Otuzunu aşmış çok az kadın onun hakkında ya da yaptıkları hakkında ne düşündüğünüzü önemser.

Otuz yaş üstü kadın çoğunlukla büyük aşklara, ömür boyu sürecek bağlılıklara doymuştur. Hayatında en son ihtiyacı olduğu şey bir başka mızmız, devamlı söylenen, ne yapacağına karışan, yapışkan bir aşıktır.

Otuzunu aşmış kadın, ağırbaşlıdır. Bir operanın ortasında ya da pahalı bir restoranda sizinle çığlık çığlığa kavga etmesi çok nadirdir. Ha tabi hak ettiyseniz, sizi vururken de hiç tereddüt etmez, sonuçlarına katlanmayı da planlayarak...

Otuzunu aşmış kadın övgüler yağdırmakta çok bonkördür, çoğu hak edilmemiş bile olsa... Çünkü takdir edilmemenin ne olduğunu iyi bilir.

Otuzunu aşmış kadın sizi bayan arkadaşlarıyla rahatlıkla tanıştıracak kadar kendine güvenir. Daha genç bir kadın, en iyi arkadaşını bile görmezlikten gelebilir, yanındaki adama güvenmediği için.

Otuz yaşın üstündeki kadın sizin onun arkadaşına ilgi duymanızı hiç önemsemez, arkadaşının onun aldatmayacağını bilir.

Kadınlar yaşları ilerledikçe medyumlaşırlar.
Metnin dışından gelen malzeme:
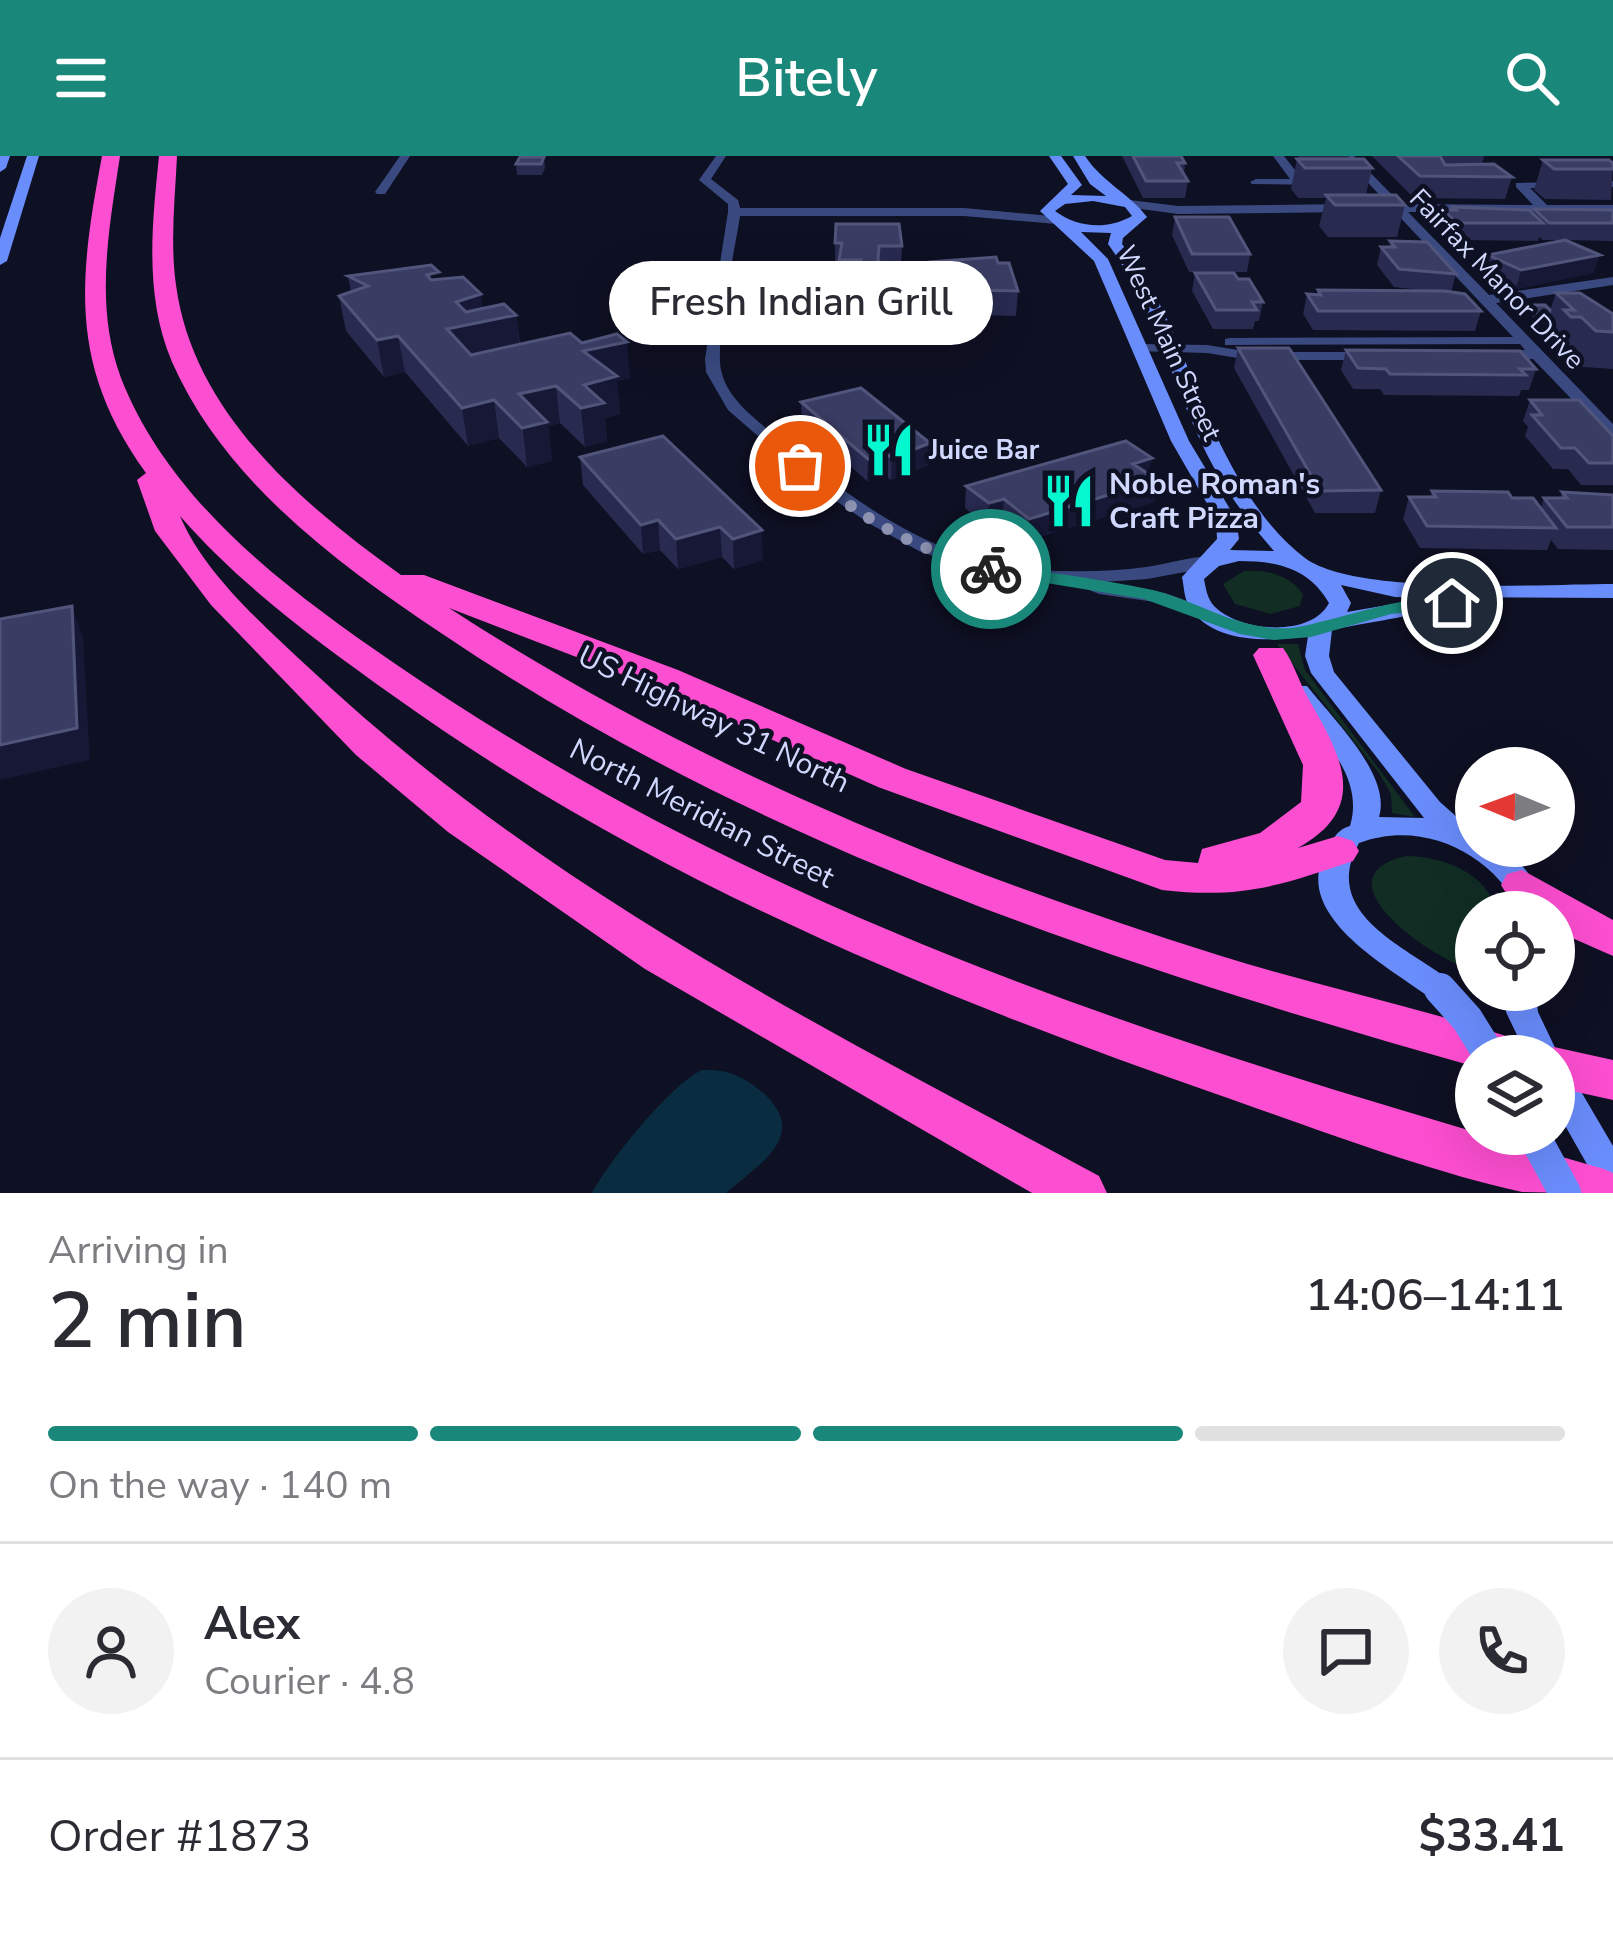 <!DOCTYPE html>
<meta charset="utf-8">
<style>
:root{--surface:#fff;--page:#f2f2f3;--text:#2b2b33;--muted:#7c7c81;--line:#e1e1e2;--accent:#198779}
body{margin:0;font-family:"Nunito Sans",sans-serif;background:var(--page);color:var(--text);height:100vh;display:flex;flex-direction:column;font-size:45px;white-space:nowrap}
*{box-sizing:border-box;margin:0}
p{font-size:39px;color:var(--muted)}
.icon{flex:none;width:66px;height:66px;fill:none;stroke:currentColor;stroke-width:2;stroke-linecap:round;stroke-linejoin:round}
.map{position:relative;height:1037px;overflow:hidden}
.side{display:flex;flex-direction:column;background:var(--surface);flex:1}
.side>*{flex:none}
.needle{width:78px;rotate:271deg}
.controls{position:absolute;left:1455px;top:591px;display:grid;gap:24px}
.controls a{display:grid;place-items:center;width:120px;height:120px;border-radius:50%;background:var(--surface);box-shadow:0 12px 48px #0002;font-size:60px}
.pin{position:absolute;display:grid;place-items:center;width:102px;height:102px;color:#fff;margin:-51px;border:6px solid #fff;border-radius:50%;box-shadow:0 3px 12px #0007}
.courier{position:absolute;display:grid;place-items:center;width:120px;height:120px;margin:-60px;border:9px solid #198779;border-radius:50%;background:#fff;color:#222;box-shadow:0 3px 15px #0007}
.bubble{position:absolute;height:84px;border-radius:42px;background:var(--surface);box-shadow:0 12px 48px #0002;font-size:39px;font-weight:600;line-height:84px;text-align:center}
.summary em{font-style:normal;font-weight:600}
.summary div{display:flex;flex-direction:column-reverse}
.summary{display:flex;align-items:center;justify-content:space-between;height:204px;padding:0 48px}
h1{font-size:78px;font-weight:600;line-height:90px}
.bar{display:grid;grid-template-columns:repeat(4,1fr);gap:18px 12px;align-content:center;height:144px;padding:0 48px}
.bar i{height:15px;border-radius:9px;background:var(--line)}
.bar .selected{background:var(--accent)}
.bar p{grid-column:span 4}
.line{display:flex;align-items:center;gap:30px;padding:0 48px;border-top:3px solid var(--line)}
.line div{flex:1}
.round{display:grid;place-items:center;flex:none;width:126px;height:126px;border-radius:63px;background:var(--page)}
header{display:flex;justify-content:space-between;align-items:center;height:156px;padding:0 48px;background:var(--accent);color:#fff;font-size:54px;font-weight:600}
.map>svg:first-child{display:block}
.green{fill:#112d24}
.water{fill:#0a2c40}
.lines{fill:none;stroke-linecap:round;stroke-linejoin:round}
.street{fill:#3a4a81;fill-rule:evenodd}
.secondary{fill:#6a8dfc;fill-rule:evenodd}
.highway{fill:#fc4ed0;fill-rule:evenodd}
.secondary-bridge{stroke:#6a8dfc;stroke-width:32}
.wall{fill:#282a50}
.shaded-wall{fill:#161836}
.building{fill:#3a3d63;stroke:#52557b;stroke-width:3}
.route{fill:#198779}
.done{stroke:#8d92b1;stroke-width:12;stroke-dasharray:0 21.6}
.labels{text-anchor:middle;stroke-width:9;stroke-linejoin:round;paint-order:stroke}
.far-street-label{font-size:27px;fill:#d1d8fe;stroke:#0e1023}
.far-poi-label{font-size:27px;font-weight:bold;fill:#d1d8fe;stroke:#0e1023;text-anchor:start}
.poi-label{font-size:30px;font-weight:bold;fill:#d1d8fe;stroke:#0e1023;text-anchor:start}
.street-label{font-size:30px;fill:#d1d8fe;stroke:#0e1023}
</style>
<header><svg class="icon" aria-label="menu" viewBox="0 0 24 24"><path d="M4 6h16M4 12h16M4 18h16"/></svg>Bitely<svg class="icon" aria-label="search" viewBox="0 0 24 24"><circle cx="10" cy="10" r="6"/><path d="M15 15l6 6"/></svg></header>
<div class="map">
<svg width="1613" height="1037" viewBox="0 0 1613 1037">
<rect width="100%" height="100%" fill="#0e1023"/>
<path class="green" d="M1244,415C1267,414 1289,418 1303,438L1300,450L1271,458L1235,448L1223,428Z
M1277,488H1298L1305,514L1415,661L1392,657L1391,638L1379,617Z
M1406,700C1443,701 1488,716 1496,756H1476V814C1449,814 1308,723 1406,700Z"/>
<path class="water" d="M702,914C728,913 743,920 762,936C811,979 760,1007 726,1037H592C609,1005 671,928 702,914Z"/>
<g class="lines">
<path class="street" d="M400,0H410L385,38H377L375,36Z
M716,0H726L711,23L738,44L740,52H964L1061,61V67L1057,68L964,60H740C735,93 715,186 721,214C727,242 752,260 772,277C847,341 934,407 1037,414C1073,416 1110,416 1146,411C1170,408 1195,398 1219,401L1221,405L1219,409L1212,411L1147,423L1102,426L1165,437L1223,458L1226,462L1223,466H1209L1155,446L1099,438L1072,427L1030,425L970,413L919,395L870,368L820,334L728,254L706,216L705,203L728,56V48L699,24Z
M1273,0H1284L1302,23H1322L1328,26L1322,29L1252,28L1250,26L1256,23H1290Z
M1343,0H1354L1401,48L1533,49L1516,31V27L1613,25V31L1530,32L1547,49H1613V57L1408,56L1489,139L1613,121V129L1496,147L1613,268V282L1607,280L1533,203H1494L1487,199L1494,195L1525,194L1520,188L1225,189V183L1230,182L1513,181L1395,56L1376,55V49L1388,48Z
M1130,44L1178,50L1348,48L1354,52L1348,56L1178,58L1126,51V45Z
M1142,188L1207,189L1250,196H1373L1380,200L1373,204H1250L1207,197L1137,195L1135,192Z"/>
<path class="secondary" d="M0,0H10L6,12L0,16Z
M27,0H39L7,105L0,109V82Z
M1049,0H1061L1082,29L1071,39L1106,40L1090,28L1073,0H1085C1103,27 1129,37 1147,61L1123,82L1122,88C1165,142 1184,206 1211,268C1232,315 1263,371 1305,402C1356,440 1545,428 1613,428V442L1395,441L1341,429L1351,447L1347,456L1434,441L1445,448C1433,458 1356,468 1332,474L1329,500L1334,516L1440,646L1476,678V690C1518,690 1533,722 1551,756H1521C1492,697 1423,663 1359,687C1320,757 1403,789 1451,825L1455,833L1451,841L1440,845L1429,841C1389,811 1290,759 1326,696C1333,684 1336,674 1350,670C1366,617 1315,576 1286,535L1289,530H1307C1332,562 1392,619 1379,661L1424,662L1311,517L1305,500L1308,480C1271,486 1211,488 1189,450C1184,442 1184,430 1182,421L1217,383L1216,363L1171,285L1094,105L1040,55L1068,28ZM1093,45L1125,51L1132,60C1107,74 1078,72 1055,55L1065,48ZM1081,76L1111,77L1108,88C1153,150 1170,220 1202,288C1220,327 1245,362 1274,395L1230,394L1239,383L1236,363L1189,285L1108,103ZM1239,405C1277,405 1309,412 1329,447C1311,482 1239,476 1214,450C1207,442 1206,433 1204,423L1219,410Z
M1505,834H1535L1538,856L1559,900L1556,907L1566,910L1613,990V1037L1601,1033L1554,950V900H1527L1506,856Z"/>
<path class="highway" d="M102,0H120C109,73 94,150 121,222C170,347 288,434 394,507C770,765 1172,890 1604,1013L1613,1017V1037C1584,1037 1550,1037 1522,1036C1426,1015 1313,972 1219,939C929,838 646,721 395,541C318,486 242,431 180,360C204,417 263,469 308,511C546,735 815,867 1099,1020L1107,1037H1032L645,813L448,676L356,599L211,449L155,375L137,324L146,317C68,209 79,123 102,0Z
M159,0H177C175,43 170,86 176,129C193,257 302,348 401,419H424L678,514L906,613L1165,704L1198,707L1202,693L1260,677L1301,646L1303,609L1253,499L1259,492H1283C1294,507 1299,526 1308,542C1340,598 1372,651 1298,692L1338,680L1353,685L1359,695L1353,705C1279,730 1241,743 1162,734L878,631L652,530L449,452C688,607 947,714 1218,799C1319,831 1424,852 1524,886L1531,900H1476V911C1115,809 757,690 444,479C338,408 225,326 172,206C144,140 152,69 159,0Z
M1522,714L1613,764V800L1554,774V756C1530,756 1513,751 1501,729L1507,718Z
M1554,891L1613,904V944L1554,931V900H1535Z"/>
<path class="secondary-bridge" d="M1440,833L1467,863L1490,900
M1533,978L1565,1037"/>
</g>
<path class="wall" d="M1122,0H1181L1185,7L1184,18L1188,25L1185,42H1143Z
M1298,0H1349L1348,3L1372,12L1366,39L1405,49L1397,81H1328L1319,70L1326,42H1298L1291,33L1297,3H1300Z
M1372,0H1484L1482,8L1512,21L1505,43L1414,42Z
M544,1L545,12L542,19H517L516,8Z
M1543,4L1613,7L1611,44L1545,43L1534,34Z
M1453,51L1532,57L1534,53L1613,54V85L1565,84L1600,99L1593,117L1516,133L1483,117L1488,99L1565,84H1543L1539,81L1538,85L1451,84L1439,72L1444,54H1452Z
M1175,61L1250,98L1247,116H1189L1172,79Z
M1390,85L1456,118L1451,136L1481,155L1475,175L1313,174L1303,158L1307,138L1317,139L1318,134L1430,135L1394,131L1377,109L1381,91H1389Z
M835,87L902,90L901,113H897L899,115H930V106L998,107L1018,135L1016,160L976,159L975,151L900,148L848,173L826,177L782,160L781,135L836,114L837,110H835Z
M1195,117L1238,123L1263,146L1259,165H1255L1253,173H1213L1192,135Z
M348,120L440,123L483,152L516,159L520,188L582,187L630,222L617,225L620,258L605,262L607,285L585,291L560,267L548,270L552,305L527,311L499,282L468,290L405,216L384,221L346,175L339,140L351,136Z
M1556,137L1613,158V213L1583,211L1569,197H1559L1552,190L1554,182L1544,172L1546,168L1538,167L1527,155L1529,149L1550,154Z
M1238,192L1381,334L1375,357H1315L1234,212Z
M1346,194L1536,213L1529,234H1521L1519,240L1384,239L1380,233H1353L1341,214Z
M1530,244L1613,280V329H1581L1568,313H1553L1525,280L1528,271L1523,265Z
M801,246L929,309L891,324L886,320L867,325L802,267Z
M663,280L763,404L734,413L722,401L678,413L660,394L643,398L583,329L580,301Z
M1149,318L1158,324L1154,346L1026,385L1002,366L987,370L965,352L966,330Z
M1432,335L1512,342L1541,352L1544,342H1560L1562,336L1613,339V394L1558,393L1551,384L1547,394L1420,392L1403,363L1409,341H1430Z"/>
<path class="shaded-wall" d="M1600,99L1593,117L1516,133L1521,114Z
M901,123L900,148L848,173L826,177V151Z
M481,138L485,165L516,159L520,194L453,209L447,173L456,146Z
M398,180L405,216L384,221L377,184Z
M627,186L630,222L617,225L620,258L605,262L607,285L585,291L581,252L584,229L583,195Z
M556,230L560,267L548,270L552,305L527,311L519,238Z
M494,244L499,282L468,290L462,252Z
M930,287L929,309L891,324L892,302Z
M886,298V320L867,325L868,303Z
M1152,302L1148,324L1133,308Z
M1158,324L1154,346L1026,385L1029,363Z
M1004,343L1002,366L987,370L989,347Z
M658,364L660,394L643,398L641,369Z
M720,371L722,401L678,413L676,383Z
M762,374L763,404L734,413L733,383Z
M72,450L83,481L90,604L0,624V589Z"/>
<path class="building" d="M1133,0H1181L1185,7H1177L1188,25H1146Z
M1398,0H1440L1445,9L1494,8L1512,21L1420,20Z
M520,1H544L541,8H516Z
M1297,3H1364L1372,12H1305Z
M1543,4H1609L1613,7V13H1554Z
M1326,39H1396L1405,49H1335Z
M1453,51L1529,54L1543,67H1456L1444,54H1456Z
M1534,53L1613,54V67H1549Z
M1175,61H1229L1250,98H1192Z
M836,68H899L902,90H879L878,105L899,115H931L930,106L996,101L998,107H1009L1018,135L978,134L977,126L901,123L848,148L826,151L781,135L836,114L837,109L860,108L861,104H839L842,87H835Z
M1565,84L1600,99L1521,114L1488,99Z
M1390,85L1427,86L1456,118L1399,113L1381,91H1395Z
M431,109L439,116L427,119L431,124L463,121L481,138L456,146L466,156L504,148L516,159L447,173L471,199L570,177L582,187L617,178L627,186L583,195L617,220L584,229L604,247L581,252L556,230L519,238L547,266L522,272L494,244L462,252L398,180L377,184L339,140L368,130L348,120Z
M1195,117H1234L1238,123H1249L1263,146H1252L1257,154H1216Z
M1318,134L1445,135L1465,138L1481,155H1318L1307,138L1321,139Z
M1556,137H1580L1613,158V176L1596,175L1581,161H1571L1564,154H1574Z
M1529,149H1545L1550,154L1548,161H1540Z
M1238,192H1289L1381,334L1320,335Z
M1346,194L1520,195L1536,213H1520L1526,219L1390,218L1386,213L1358,212Z
M861,232L930,287L892,302L886,298L868,303L801,246Z
M1530,244H1579L1613,280V307H1589L1575,292H1561L1532,259H1542Z
M663,280L762,374L733,383L720,371L676,383L658,364L641,369L580,301Z
M1126,285L1152,302L1133,308L1158,324L1029,363L1004,343L989,347L966,330Z
M1432,335L1508,336L1512,342H1533L1556,372L1427,370L1409,341H1436Z
M1562,336L1613,339V371H1567L1544,342H1567Z
M72,450L77,572L0,589V463Z"/>
<path class="route" d="M991,408C1043,416 1096,422 1148,433C1196,443 1239,476 1290,472C1328,469 1432,427 1461,447L1452,452L1391,458L1311,481L1274,484L1240,478L1144,443L985,417L983,413Z"/>
<g class="lines">
<path class="done" d="M800,310C855,359 919,397 991,413"/>
</g>
<defs>
<symbol id="restaurant-bare" viewBox="-9 -9 18 18"><path d="M-5-6h1v4h1v-4h1v4h1v-4h1v5L-1.5 .5V6h-2V.5L-5-1ZM5-6V6H3V1.5H1.5Q1.5-4 5-6Z" fill="#04f7cf" stroke="#0e1023" stroke-width="2.5" paint-order="stroke"/></symbol>
</defs>
<g fill-rule="evenodd">
<use href="#restaurant-bare" x="851" y="256" width="76" height="76"/>
<use href="#restaurant-bare" x="1031" y="307" width="76" height="76"/>
</g>
<g class="labels">
<g class="far-street-label">
<text transform="translate(1497 123) rotate(46)" y="9">Fairfax Manor Drive</text>
<text transform="translate(1169 187) rotate(65)" y="9">West Main Street</text>
</g>
<g class="far-poi-label">
<text x="929" y="303">Juice Bar</text>
</g>
<g class="poi-label">
<text x="1109" y="338">Noble Roman's<tspan x="1109" dy="34">Craft Pizza</tspan></text>
</g>
<g class="street-label">
<text transform="translate(714 563) rotate(26)" y="10">US Highway 31 North</text>
<text transform="translate(702 657) rotate(27)" y="10">North Meridian Street</text>
</g>
</g>
</svg>
<div class="controls">
<a><svg class="needle" viewBox="-14 -14 28 28"><path d="M0-13l5 13h-10z" fill="#e53935"/><path d="M0 13l5-13h-10z" fill="#7c7c81"/></svg></a>
<a><svg class="icon" aria-label="locate" viewBox="0 0 24 24"><circle cx="12" cy="12" r="6"/><path d="M12 2v4M12 18v4M2 12h4M18 12h4"/></svg></a>
<a><svg class="icon" aria-label="layers" viewBox="0 0 24 24"><path d="M12 4l9 5-9 5-9-5zM3 14l9 5 9-5"/></svg></a>
</div>
<div class="pin" style="left:800px;top:310px;background:#ea580c"><svg class="icon" aria-label="bag" viewBox="0 0 24 24"><path d="M5 8h14l-1 12H6zM9 8a3 3 0 0 1 6 0"/></svg></div>
<div class="pin" style="left:1452px;top:447px;background:#1f2937"><svg class="icon" aria-label="home" viewBox="0 0 24 24"><path d="M3 11l9-7 9 7M6 9v11h12V9"/></svg></div>
<div class="courier" style="left:991px;top:413px"><svg class="icon" aria-label="bike" viewBox="0 0 24 24"><circle cx="6" cy="16" r="4"/><circle cx="18" cy="16" r="4"/><path d="M6 16l4-8h5l3 8M10 8l3 8H6M13 5h3"/></svg></div>
<div class="bubble" style="left:609px;top:105px;width:384px">Fresh Indian Grill</div>
</div>
<section class="side">
<div class="summary"><div><h1>2 min</h1><p>Arriving in</p></div><em>14:06–14:11</em></div>
<div class="bar"><i class="selected"></i><i class="selected"></i><i class="selected"></i><i></i><p>On the way · 140 m</p></div>
<div class="line" style="height:216px"><a class="round"><svg class="icon" aria-label="person" viewBox="0 0 24 24"><circle cx="12" cy="8" r="4"/><path d="M4 21q1-7 8-7t8 7"/></svg></a><div><b>Alex</b><p>Courier · 4.8</p></div><a class="round"><svg class="icon" aria-label="chat" viewBox="0 0 24 24"><path d="M4 5h16v11H9l-5 4z"/></svg></a><a class="round"><svg class="icon" aria-label="phone" viewBox="0 0 24 24"><path d="M5 4h4l2 5-3 2q2 4 5 5l2-3 5 2v4C11 20 4 13 5 4z"/></svg></a></div>
<div class="line" style="height:156px"><div>Order #1873</div><b>$33.41</b></div>
</section>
Ona günah çıkarmanıza hiç gerek yoktur, onlar her bir haltınızı bilirler.

Otuz yaşını aşmış bir kadın kıpkırmızı bir ruj sürdüğünde bu ona çok yakışır. Ama daha genç kadınlarda böyle değildir.

Otuz üstü kadınlar açık sözlü, doğrucu ve dürüsttürler. Ne kadar geri zekalı olduğunuzu bir çırpıda açık açık söyleyiverir, eğer bir geri zekalı gibi davrandıysanız. Onun için ne anlam taşıdığınızı merak etmenize gerek yoktur.

3 yorum:

Adsız dedi ki...

Ama Yonca'cim,

Yazilarindan birinde soyle yazmissin "sonbaharla birlikte bende ki mutsuzluk sendromu ortaya çıkar. Ta ki kar yağmaya başlayana kadar." hadi kar yagsin hemen.

Dört Yapraklı Yonca dedi ki...

Ama Hande'cim hala güneş var. Ben henüz kara hazır değilim, daha çok pastırma yazı uzasa modundayım :)

Asortik Krep dedi ki...

Otuzlu yaşlar bence güzelmiş :))

Gerçekten bir dönüm noktası..Umarım kırklar içinde böyle yaklaşımlarda bulunabilecek günlerimiz olur..

Birde şu güvenlik harflerini kaldırabilirsen iyi olacak..!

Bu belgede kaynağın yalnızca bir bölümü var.